Voici, parmi d’autres, quelques questions que nous avons abordées, dans le sillage du célèbre paragraphe 6 du chapitre IV de la Poétique d’Aristote qui définissait ainsi la finalité de la poésie : Comme le fait d’imiter, ainsi que l’harmonie et le rythme, sont dans notre nature (…), dès le principe, les hommes qui avaient le plus d’aptitude naturelle pour ces choses ont, par une lente progression, donné naissance à la poésie.
– Le poème serait-il subordonné à une fin ? S’il tend vers un but, s’il obéit à une double détermination, à la fois interne (question de forme, de finalité organique avec la lyrique médiévale, les poètes baroques, puis Mallarmé, Roubaud, Hocquard…) et externe (interpellation du monde, du sacré, du politique, avec d’Aubigné, Hugo, Aragon, Pey…), le poème se limiterait-il à cette double finalité, dont la Commedia de Dante serait de nos jours encore le parangon ?
– La finalité du poème devrait-elle être perceptible ? Relèverait-elle d’un geste qui rendrait visible/invisible (?) le fait que dans le poème réalisé, le tout se devrait de justifier et de déterminer l’existence de ses parties ? Ainsi, le poème offrirait-il une manière de résolution globalisante de ce qui se donne comme dispersion, comme fragmentation d’éléments de langue porteurs d’une volonté expressive, animés du désir de faire sens à travers une pratique esthétique du langage, elle-même inscrite dans une histoire des formes d’écriture propres à une histoire poétique.
– Mais à l’inverse, privilégier un principe d’immanence dans l’écriture du poème, ne serait-ce pas masquer ce qui caractérise la langue, système structural/ré dont le poème ne peut se départir car les éléments qui le constituent en ressortissent ?
– Enfin, à qui s’adresse le poème ? La lecture du poème est-elle son horizon ? Que devient-il lorsqu’il se sépare de son auteur, lorsqu’il devient espace de lecture, matière à subir d’éventuelles transformations, performées ou autrement conduites ?
Ces questions sont restées ouvertes, et au terme de nos tables rondes elles en ont appelé d’autres.
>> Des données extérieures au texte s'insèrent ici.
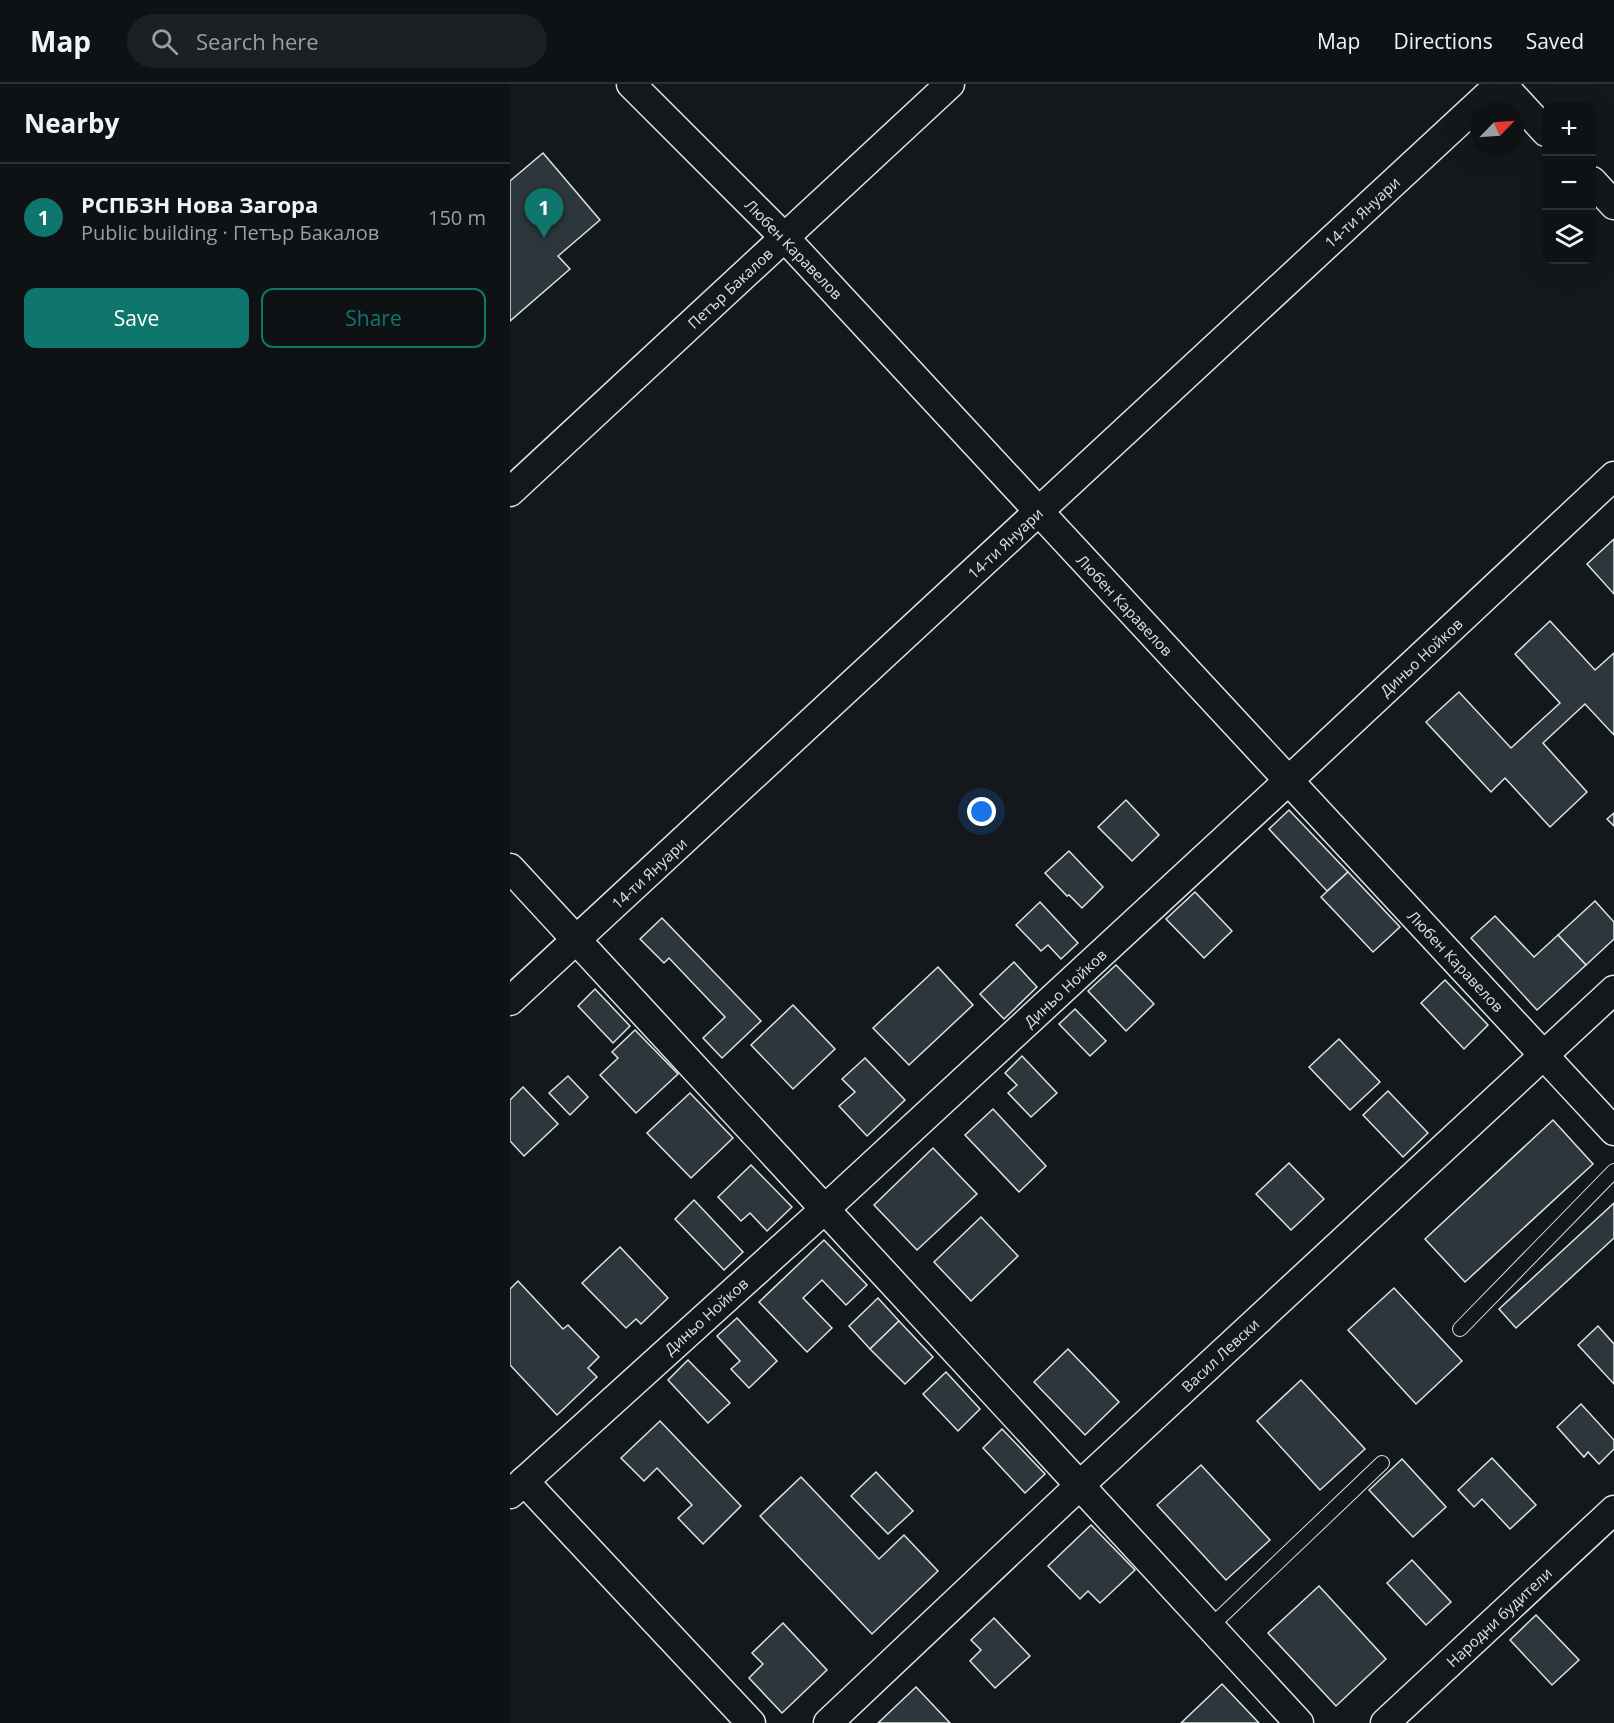 <!DOCTYPE html>
<meta charset="utf-8">
<style>
:root{--surface:#0f1215;--page:#1d2022;--text:#f1f3f6;--muted:#9b9ea0;--line:#2f3234;--accent:#0f766e}
body{margin:0;font-family:"Open Sans",sans-serif;background:var(--page);color:var(--text)}
.controls{position:absolute;right:18px;top:18px;display:grid;overflow:hidden;border-radius:12px;box-shadow:0 6px 24px #0002}
.controls button{width:54px;height:54px;display:grid;place-items:center;padding:0;border:0;border-bottom:2px solid var(--line);background:var(--surface);color:var(--text);font:30px sans-serif}
.compass{position:absolute;left:960px;top:18px;width:54px;height:54px;border-radius:50%;background:var(--surface);box-shadow:0 6px 24px #0002;rotate:65deg}
.you{position:absolute;left:472px;top:728px;width:21px;height:21px;margin:-15px;border:4px solid #fff;border-radius:50%;background:#1a73e8;box-shadow:0 0 0 9px #1a73e833}
.badge{display:grid;place-items:center;width:39px;height:39px;border-radius:50%;background:var(--accent);color:#fff;font-size:20px;font-weight:700}
.pin{position:absolute;translate:-50% -50px;filter:drop-shadow(0 2px 3px #0008)}
.pin::after{content:'';position:absolute;top:32px;width:21px;height:18px;background:inherit;clip-path:polygon(0 0,100% 0,50% 100%)}
.list{margin:0;padding:0;list-style:none}
h2{display:flex;justify-content:space-between;align-items:center;height:78px;margin:0;padding:0 24px;font-size:26px}
h2 small{font-size:20px;font-weight:400;color:var(--muted)}
.list li{display:grid;grid-template-columns:39px 1fr auto;gap:18px;align-items:center;box-sizing:border-box;height:108px;padding:0 24px;border-top:2px solid var(--line)}
.list b{display:block;font-size:22px;white-space:nowrap}
.list p{margin:0;font-size:20px;white-space:nowrap;color:var(--muted)}
.list em{font-size:20px;font-style:normal;color:var(--muted)}
.actions{display:flex;gap:12px;padding:18px 24px}
.actions a{flex:1;padding:14px 0;border:2px solid var(--accent);border-radius:12px;text-align:center;font-size:21px;color:var(--accent)}
.actions .main{background:var(--accent);color:#fff}
.icon{flex:none;width:33px;height:33px;fill:none;stroke:currentColor;stroke-width:2;stroke-linecap:round;stroke-linejoin:round}
.map{position:relative;flex:none;width:1104px;height:1639px;overflow:hidden}
header{display:flex;align-items:center;gap:36px;box-sizing:border-box;height:84px;padding:0 30px;background:var(--surface);border-bottom:2px solid var(--line)}
header strong{font-size:28px}
nav{display:flex;gap:33px;margin-inline-start:auto;font-size:21px}
.search{width:420px;height:54px;background:var(--page);display:flex;align-items:center;gap:15px;box-sizing:border-box;padding:0 21px;border-radius:33px;color:var(--muted);font-size:22px}
main{display:flex}
aside{flex:1;background:var(--surface)}
.map>svg:first-child{display:block}
</style>
<header>
<strong>Map</strong>
<div class="search"><svg class="icon" aria-label="search" viewBox="0 0 24 24"><circle cx="10" cy="10" r="6"/><path d="M15 15l6 6"/></svg>Search here</div>
<nav><a>Map</a><a>Directions</a><a>Saved</a></nav>
</header>
<main>
<aside>
<h2>Nearby<small></small></h2>
<ul class="list">
<li><span class="badge">1</span><div><b>РСПБЗН Нова Загора</b><p>Public building · Петър Бакалов</p></div><em>150 m</em></li>
</ul>
<div class="actions"><a class="main">Save</a><a>Share</a></div>
</aside>
<div class="map">
<svg width="1104" height="1639" viewBox="0 0 1104 1639">
<rect width="100%" height="100%" fill="#14181c"/>
<!-- building -->
<g fill="#2c363c" stroke="#d8e6dc" stroke-width="1.5">
<polygon points="33,69 90,136 48,172 60,185 0,237 0,97"/>
<polygon points="1104,455 1104,510 1077,480"/>
<polygon points="1040,537 1085,586 1104,569 1104,651 1075,620 1033,659 1077,708 1040,743 995,694 981,708 916,638 949,608 1001,664 1050,619 1005,570"/>
<polygon points="616,716 649,751 622,777 588,743"/>
<polygon points="779,726 838,788 817,807 759,745"/>
<polygon points="1104,729 1104,742 1097,735"/>
<polygon points="559,767 593,803 572,824 559,811 557,812 535,789"/>
<polygon points="838,788 890,843 863,868 811,813"/>
<polygon points="685,808 722,847 694,874 656,835"/>
<polygon points="1085,817 1104,838 1104,855 1076,881 1048,851"/>
<polygon points="530,818 568,859 551,875 538,861 531,867 506,841"/>
<polygon points="985,832 1024,873 1048,851 1076,881 1027,926 961,854"/>
<polygon points="152,834 251,937 212,974 193,954 215,933 159,874 154,879 130,855"/>
<polygon points="504,878 527,903 494,935 470,910"/>
<polygon points="606,881 644,920 616,947 578,907"/>
<polygon points="428,883 463,921 399,981 363,944"/>
<polygon points="935,896 978,941 954,965 911,919"/>
<polygon points="85,905 120,942 103,959 68,922"/>
<polygon points="283,921 325,965 283,1005 241,961"/>
<polygon points="565,925 596,957 580,972 549,940"/>
<polygon points="125,946 168,990 126,1029 90,991 108,974 102,968"/>
<polygon points="829,955 870,998 840,1026 799,983"/>
<polygon points="512,972 547,1009 521,1033 498,1009 507,1001 495,989"/>
<polygon points="355,974 395,1016 357,1052 329,1022 345,1008 332,995"/>
<polygon points="58,992 78,1013 60,1031 39,1009"/>
<polygon points="13,1003 48,1040 14,1072 0,1057 0,1016"/>
<polygon points="878,1007 918,1049 893,1073 853,1031"/>
<polygon points="180,1009 223,1054 181,1094 137,1049"/>
<polygon points="483,1025 536,1082 509,1108 455,1051"/>
<polygon points="1043,1036 1083,1080 955,1198 915,1155"/>
<polygon points="423,1064 467,1110 407,1166 364,1121"/>
<polygon points="779,1079 814,1115 781,1146 746,1110"/>
<polygon points="241,1081 282,1123 257,1147 240,1129 231,1137 208,1113"/>
<polygon points="184,1116 233,1168 214,1186 165,1135"/>
<polygon points="1104,1119 1104,1154 1006,1244 989,1225"/>
<polygon points="471,1133 508,1172 461,1217 424,1178"/>
<polygon points="314,1156 357,1201 336,1221 312,1196 293,1214 322,1244 297,1268 249,1218"/>
<polygon points="110,1163 158,1214 131,1240 126,1235 116,1244 72,1199"/>
<polygon points="8,1197 53,1245 58,1241 89,1273 78,1284 87,1293 47,1331 0,1281 0,1205"/>
<polygon points="884,1204 952,1277 906,1320 838,1246"/>
<polygon points="368,1214 389,1237 360,1265 339,1242"/>
<polygon points="227,1234 267,1277 239,1304 221,1285 230,1277 207,1252"/>
<polygon points="389,1237 423,1273 395,1300 360,1265"/>
<polygon points="1088,1242 1104,1260 1104,1300 1068,1261"/>
<polygon points="558,1265 609,1318 575,1351 524,1298"/>
<polygon points="178,1276 220,1319 198,1339 158,1296"/>
<polygon points="436,1288 470,1325 448,1347 413,1310"/>
<polygon points="791,1296 855,1365 810,1406 747,1337"/>
<polygon points="1071,1320 1104,1356 1104,1365 1089,1380 1078,1368 1074,1373 1047,1343"/>
<polygon points="150,1337 231,1422 193,1460 168,1434 182,1421 147,1384 134,1397 111,1374"/>
<polygon points="492,1345 535,1390 515,1409 473,1364"/>
<polygon points="982,1374 1026,1421 1000,1445 972,1415 964,1423 948,1406"/>
<polygon points="892,1375 936,1423 903,1453 859,1406"/>
<polygon points="691,1381 760,1456 716,1496 647,1421"/>
<polygon points="366,1388 403,1427 378,1450 341,1412"/>
<polygon points="291,1393 369,1475 394,1451 428,1487 362,1550 250,1432"/>
<polygon points="581,1441 625,1486 590,1519 578,1507 570,1515 538,1482"/>
<polygon points="902,1476 941,1518 916,1541 877,1499"/>
<polygon points="809,1502 876,1575 826,1622 758,1549"/>
<polygon points="1026,1531 1069,1576 1042,1601 1000,1556"/>
<polygon points="484,1534 520,1572 485,1604 460,1577 471,1566 461,1556"/>
<polygon points="273,1539 317,1586 272,1629 239,1594 253,1580 242,1569"/>
<polygon points="712,1600 749,1639 671,1639"/>
<polygon points="406,1603 440,1639 368,1639"/>
</g>
<g fill="none" stroke-linecap="round" stroke-linejoin="round">
<defs>
<g id="service">
<polyline points="950,1245 1104,1087"/>
<polyline points="700,1543 872,1379"/>
</g>
<g id="minor">
<polyline points="121,0 275,154 1104,1047"/>
<polyline points="992,0 1036,48"/>
<polyline points="1082,97 1104,121"/>
<polyline points="0,408 440,0"/>
<polyline points="0,784 789,1639"/>
<polyline points="0,917 990,0"/>
<polyline points="14,1397 241,1639"/>
<polyline points="0,1410 315,1125 778,697 1104,392"/>
<polyline points="318,1639 569,1402 1104,906"/>
<polyline points="875,1639 1104,1426"/>
</g>
</defs>
<!-- service casing -->
<use href="#service" stroke="#d8e6dc" stroke-width="16"/>
<!-- minor casing -->
<use href="#minor" stroke="#d8e6dc" stroke-width="31"/>
<!-- service -->
<use href="#service" stroke="#14181c" stroke-width="14"/>
<!-- minor -->
<use href="#minor" stroke="#14181c" stroke-width="28"/>
</g>
<g text-anchor="middle" dominant-baseline="central" stroke-width="4.5" stroke-linejoin="round" paint-order="stroke">
<!-- street labels -->
<g font-size="15" fill="#d8e6dc" stroke="#14181c">
<text transform="translate(852 128) rotate(-43)">14-ти Януари</text>
<text transform="translate(284 165) rotate(46)">Любен Каравелов</text>
<text transform="translate(220 204) rotate(-43)">Петър Бакалов</text>
<text transform="translate(495 459) rotate(-43)">14-ти Януари</text>
<text transform="translate(615 521) rotate(47)">Любен Каравелов</text>
<text transform="translate(911 573) rotate(-43)">Диньо Нойков</text>
<text transform="translate(139 789) rotate(-43)">14-ти Януари</text>
<text transform="translate(946 877) rotate(47)">Любен Каравелов</text>
<text transform="translate(555 904) rotate(-43)">Диньо Нойков</text>
<text transform="translate(196 1232) rotate(-42)">Диньо Нойков</text>
<text transform="translate(710 1271) rotate(-43)">Васил Левски</text>
<text transform="translate(989 1533) rotate(-43)">Народни будители</text>
</g>
</g>
</svg>
<div class="controls">
<button>+</button>
<button>−</button>
<button><svg class="icon" aria-label="layers" viewBox="0 0 24 24"><path d="M12 4l9 5-9 5-9-5zM3 14l9 5 9-5"/></svg></button>
</div>
<svg class="compass" viewBox="-18 -18 36 36"><path d="M0-13l5 13h-10z" fill="#e53935"/><path d="M0 13l5-13h-10z" fill="#9b9ea0"/></svg>
<div class="you"></div>
<div class="pin badge" style="left:34px;top:154px">1</div>
</div>
</main>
Le paradoxe de la réflexion sur les finalités, c’est sa pérennité. Ainsi, nous nous sommes souvenus des propos de Lorand Gaspar dans Approche de la parole, (Gallimard, 1978) : Le poème n’est pas une réponse à une interrogation de l’homme ou du monde. Il ne fait que creuser, aggraver le questionnement. Le moment le plus exigeant de la poésie est peut-être celui où le mouvement de la question est tel -par sa radicalité, sa nudité, sa progression irréfragable- qu’aucune réponse n’est attendue ; plutôt, toutes révèlent leur silence.